WHAT THE TASK REQUIRES:
Show each line of the entries below in which the word "linecap" appears.

Dataset excerpts

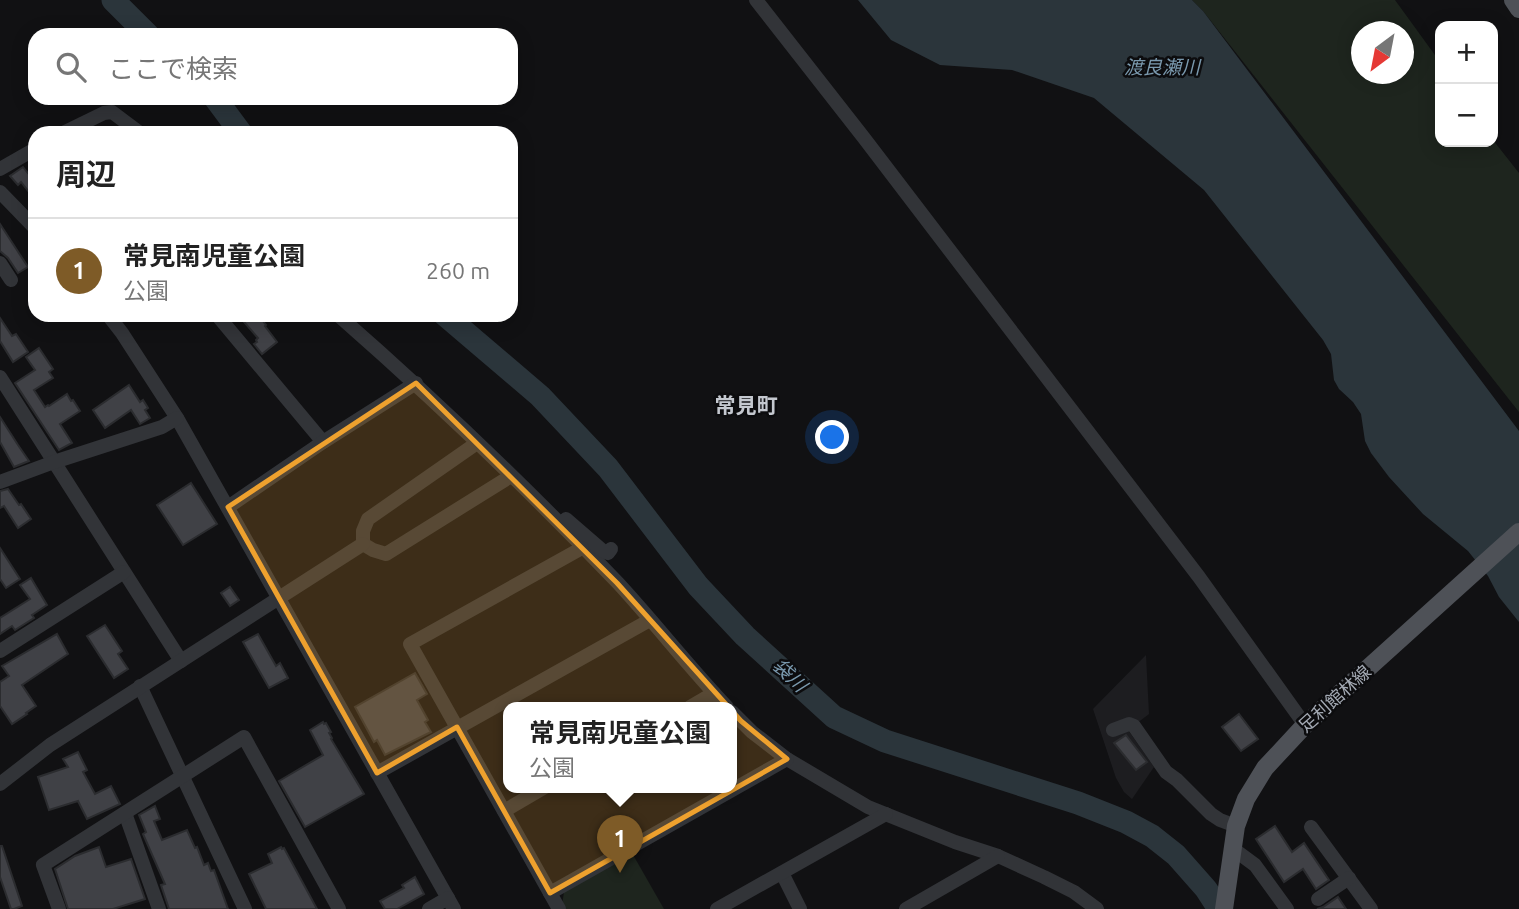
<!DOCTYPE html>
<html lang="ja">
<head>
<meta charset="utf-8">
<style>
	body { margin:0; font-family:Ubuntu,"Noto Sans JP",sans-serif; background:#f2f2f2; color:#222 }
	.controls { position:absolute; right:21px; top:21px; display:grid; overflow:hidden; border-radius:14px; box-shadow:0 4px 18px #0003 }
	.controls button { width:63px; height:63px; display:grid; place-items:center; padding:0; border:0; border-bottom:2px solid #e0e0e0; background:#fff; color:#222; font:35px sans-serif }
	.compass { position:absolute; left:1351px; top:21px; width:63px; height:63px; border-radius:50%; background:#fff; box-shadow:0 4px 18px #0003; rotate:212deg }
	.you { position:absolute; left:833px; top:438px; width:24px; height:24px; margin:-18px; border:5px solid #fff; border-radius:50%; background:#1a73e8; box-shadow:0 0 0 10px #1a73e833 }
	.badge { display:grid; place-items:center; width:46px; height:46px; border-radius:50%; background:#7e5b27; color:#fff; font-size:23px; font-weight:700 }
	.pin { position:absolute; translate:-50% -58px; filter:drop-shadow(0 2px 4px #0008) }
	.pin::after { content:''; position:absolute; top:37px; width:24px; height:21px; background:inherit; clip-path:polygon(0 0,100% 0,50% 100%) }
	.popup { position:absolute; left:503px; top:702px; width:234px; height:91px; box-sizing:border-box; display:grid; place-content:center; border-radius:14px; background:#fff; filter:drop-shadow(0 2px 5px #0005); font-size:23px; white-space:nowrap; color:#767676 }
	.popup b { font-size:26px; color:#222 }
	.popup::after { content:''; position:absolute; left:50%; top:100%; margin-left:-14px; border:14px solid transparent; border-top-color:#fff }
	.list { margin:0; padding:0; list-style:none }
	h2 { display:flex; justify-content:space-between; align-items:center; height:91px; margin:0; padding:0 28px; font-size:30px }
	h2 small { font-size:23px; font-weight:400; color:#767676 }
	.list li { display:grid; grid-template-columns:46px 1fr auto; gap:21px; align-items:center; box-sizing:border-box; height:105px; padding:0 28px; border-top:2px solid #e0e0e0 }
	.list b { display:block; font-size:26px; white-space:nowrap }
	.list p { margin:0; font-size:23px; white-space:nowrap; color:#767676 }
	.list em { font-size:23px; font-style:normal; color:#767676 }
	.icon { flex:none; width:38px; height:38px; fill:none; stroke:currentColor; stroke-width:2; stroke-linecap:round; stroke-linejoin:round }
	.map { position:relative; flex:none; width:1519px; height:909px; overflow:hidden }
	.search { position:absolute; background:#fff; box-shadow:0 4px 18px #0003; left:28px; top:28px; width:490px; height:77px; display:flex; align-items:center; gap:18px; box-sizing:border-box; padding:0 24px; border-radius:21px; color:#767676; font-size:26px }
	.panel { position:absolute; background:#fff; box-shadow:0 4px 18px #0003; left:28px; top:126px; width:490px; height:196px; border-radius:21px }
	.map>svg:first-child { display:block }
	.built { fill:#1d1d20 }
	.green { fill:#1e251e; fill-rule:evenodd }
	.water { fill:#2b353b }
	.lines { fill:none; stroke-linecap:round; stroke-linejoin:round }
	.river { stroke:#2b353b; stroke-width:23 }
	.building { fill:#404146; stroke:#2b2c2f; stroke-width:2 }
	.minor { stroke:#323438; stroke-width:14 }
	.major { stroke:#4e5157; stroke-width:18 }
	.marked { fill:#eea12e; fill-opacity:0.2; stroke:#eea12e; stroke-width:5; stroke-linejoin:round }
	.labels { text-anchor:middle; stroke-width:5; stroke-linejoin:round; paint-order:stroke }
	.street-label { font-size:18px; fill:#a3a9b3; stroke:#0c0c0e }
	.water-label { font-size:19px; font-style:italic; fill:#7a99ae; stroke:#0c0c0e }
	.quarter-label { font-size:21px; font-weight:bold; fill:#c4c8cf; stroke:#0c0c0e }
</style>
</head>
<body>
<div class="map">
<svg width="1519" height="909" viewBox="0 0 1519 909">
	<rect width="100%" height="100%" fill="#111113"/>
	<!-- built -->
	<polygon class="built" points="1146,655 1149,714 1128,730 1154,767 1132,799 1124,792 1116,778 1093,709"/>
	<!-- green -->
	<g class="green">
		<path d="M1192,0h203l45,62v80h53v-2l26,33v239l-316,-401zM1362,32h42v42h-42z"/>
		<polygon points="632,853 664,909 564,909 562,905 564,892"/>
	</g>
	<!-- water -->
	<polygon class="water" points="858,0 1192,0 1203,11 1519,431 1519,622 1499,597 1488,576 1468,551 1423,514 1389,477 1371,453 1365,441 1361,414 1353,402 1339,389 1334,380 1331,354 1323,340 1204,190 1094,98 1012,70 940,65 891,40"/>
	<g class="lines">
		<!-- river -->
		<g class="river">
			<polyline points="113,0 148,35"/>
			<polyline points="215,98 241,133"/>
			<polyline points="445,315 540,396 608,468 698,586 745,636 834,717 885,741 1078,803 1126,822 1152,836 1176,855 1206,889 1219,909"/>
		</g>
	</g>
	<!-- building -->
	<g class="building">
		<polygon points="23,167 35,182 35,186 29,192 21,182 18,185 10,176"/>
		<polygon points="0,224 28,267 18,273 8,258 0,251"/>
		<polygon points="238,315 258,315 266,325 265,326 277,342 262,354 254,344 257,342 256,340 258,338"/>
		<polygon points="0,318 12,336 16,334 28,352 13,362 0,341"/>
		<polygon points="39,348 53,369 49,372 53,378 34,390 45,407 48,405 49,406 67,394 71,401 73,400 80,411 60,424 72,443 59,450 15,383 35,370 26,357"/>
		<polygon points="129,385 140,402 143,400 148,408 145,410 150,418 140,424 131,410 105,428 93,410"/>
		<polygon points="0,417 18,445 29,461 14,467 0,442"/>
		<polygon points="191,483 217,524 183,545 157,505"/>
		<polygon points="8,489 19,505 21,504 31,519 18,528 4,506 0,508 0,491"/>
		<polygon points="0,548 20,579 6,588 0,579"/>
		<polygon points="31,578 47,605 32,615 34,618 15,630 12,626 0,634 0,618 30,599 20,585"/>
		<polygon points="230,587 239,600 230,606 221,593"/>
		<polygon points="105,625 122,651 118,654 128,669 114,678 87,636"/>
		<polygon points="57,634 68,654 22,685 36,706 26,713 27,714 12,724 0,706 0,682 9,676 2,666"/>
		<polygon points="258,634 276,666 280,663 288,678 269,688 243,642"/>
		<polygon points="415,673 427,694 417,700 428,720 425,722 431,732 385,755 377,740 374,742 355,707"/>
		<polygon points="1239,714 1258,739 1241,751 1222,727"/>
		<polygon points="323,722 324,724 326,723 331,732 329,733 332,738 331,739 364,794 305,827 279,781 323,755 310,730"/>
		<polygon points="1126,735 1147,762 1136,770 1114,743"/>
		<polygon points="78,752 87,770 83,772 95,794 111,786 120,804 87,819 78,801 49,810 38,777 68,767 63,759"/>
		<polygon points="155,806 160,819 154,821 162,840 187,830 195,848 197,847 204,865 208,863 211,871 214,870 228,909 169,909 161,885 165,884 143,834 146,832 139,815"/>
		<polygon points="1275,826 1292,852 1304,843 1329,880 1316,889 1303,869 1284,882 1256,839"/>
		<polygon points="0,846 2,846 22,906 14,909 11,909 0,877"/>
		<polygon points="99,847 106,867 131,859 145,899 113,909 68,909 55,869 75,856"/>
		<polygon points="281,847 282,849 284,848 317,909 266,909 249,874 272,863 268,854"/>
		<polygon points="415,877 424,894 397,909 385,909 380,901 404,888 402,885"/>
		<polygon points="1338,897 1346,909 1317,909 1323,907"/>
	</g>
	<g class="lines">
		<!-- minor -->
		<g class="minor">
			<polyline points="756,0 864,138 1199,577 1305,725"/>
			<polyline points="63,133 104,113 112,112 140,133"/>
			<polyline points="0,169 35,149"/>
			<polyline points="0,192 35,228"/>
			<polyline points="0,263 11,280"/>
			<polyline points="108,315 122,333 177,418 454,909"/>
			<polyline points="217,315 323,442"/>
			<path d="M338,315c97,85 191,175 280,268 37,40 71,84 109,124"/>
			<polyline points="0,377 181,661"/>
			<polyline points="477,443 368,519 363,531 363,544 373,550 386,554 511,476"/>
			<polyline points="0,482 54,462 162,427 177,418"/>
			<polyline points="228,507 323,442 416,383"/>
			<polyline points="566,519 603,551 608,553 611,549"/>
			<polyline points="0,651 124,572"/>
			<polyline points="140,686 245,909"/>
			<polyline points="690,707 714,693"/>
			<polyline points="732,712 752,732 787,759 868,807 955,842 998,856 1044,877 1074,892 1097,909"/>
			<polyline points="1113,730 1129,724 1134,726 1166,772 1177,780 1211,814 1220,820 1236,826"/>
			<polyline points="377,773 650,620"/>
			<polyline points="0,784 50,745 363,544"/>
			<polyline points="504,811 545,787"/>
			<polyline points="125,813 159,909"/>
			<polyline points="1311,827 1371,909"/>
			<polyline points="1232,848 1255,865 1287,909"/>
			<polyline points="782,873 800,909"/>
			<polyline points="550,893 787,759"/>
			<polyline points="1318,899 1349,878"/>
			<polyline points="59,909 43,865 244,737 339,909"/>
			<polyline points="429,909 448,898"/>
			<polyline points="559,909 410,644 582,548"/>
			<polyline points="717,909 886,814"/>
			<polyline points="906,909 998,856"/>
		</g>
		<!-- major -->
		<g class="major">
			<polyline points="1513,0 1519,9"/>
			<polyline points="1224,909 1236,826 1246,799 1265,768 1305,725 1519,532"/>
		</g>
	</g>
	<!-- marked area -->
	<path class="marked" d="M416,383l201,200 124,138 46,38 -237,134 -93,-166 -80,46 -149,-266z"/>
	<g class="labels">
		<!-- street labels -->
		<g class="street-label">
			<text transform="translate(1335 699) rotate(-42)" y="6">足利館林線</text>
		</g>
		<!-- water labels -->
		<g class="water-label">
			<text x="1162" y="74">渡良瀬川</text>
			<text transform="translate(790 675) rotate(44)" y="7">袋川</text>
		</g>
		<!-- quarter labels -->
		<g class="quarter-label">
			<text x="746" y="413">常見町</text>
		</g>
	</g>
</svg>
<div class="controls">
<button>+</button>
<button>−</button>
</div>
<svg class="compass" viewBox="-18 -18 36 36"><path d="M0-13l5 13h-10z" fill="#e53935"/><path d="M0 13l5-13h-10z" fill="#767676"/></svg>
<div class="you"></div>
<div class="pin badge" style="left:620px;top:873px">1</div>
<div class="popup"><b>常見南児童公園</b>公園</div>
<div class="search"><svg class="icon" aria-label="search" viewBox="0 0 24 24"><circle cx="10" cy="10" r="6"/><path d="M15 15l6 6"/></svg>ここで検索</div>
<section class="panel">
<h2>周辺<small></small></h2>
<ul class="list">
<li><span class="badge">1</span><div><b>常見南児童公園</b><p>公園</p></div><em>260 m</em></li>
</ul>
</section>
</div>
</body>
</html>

FINISHED TASK:
	.icon { flex:none; width:38px; height:38px; fill:none; stroke:currentColor; stroke-width:2; stroke-linecap:round; stroke-linejoin:round }
	.lines { fill:none; stroke-linecap:round; stroke-linejoin:round }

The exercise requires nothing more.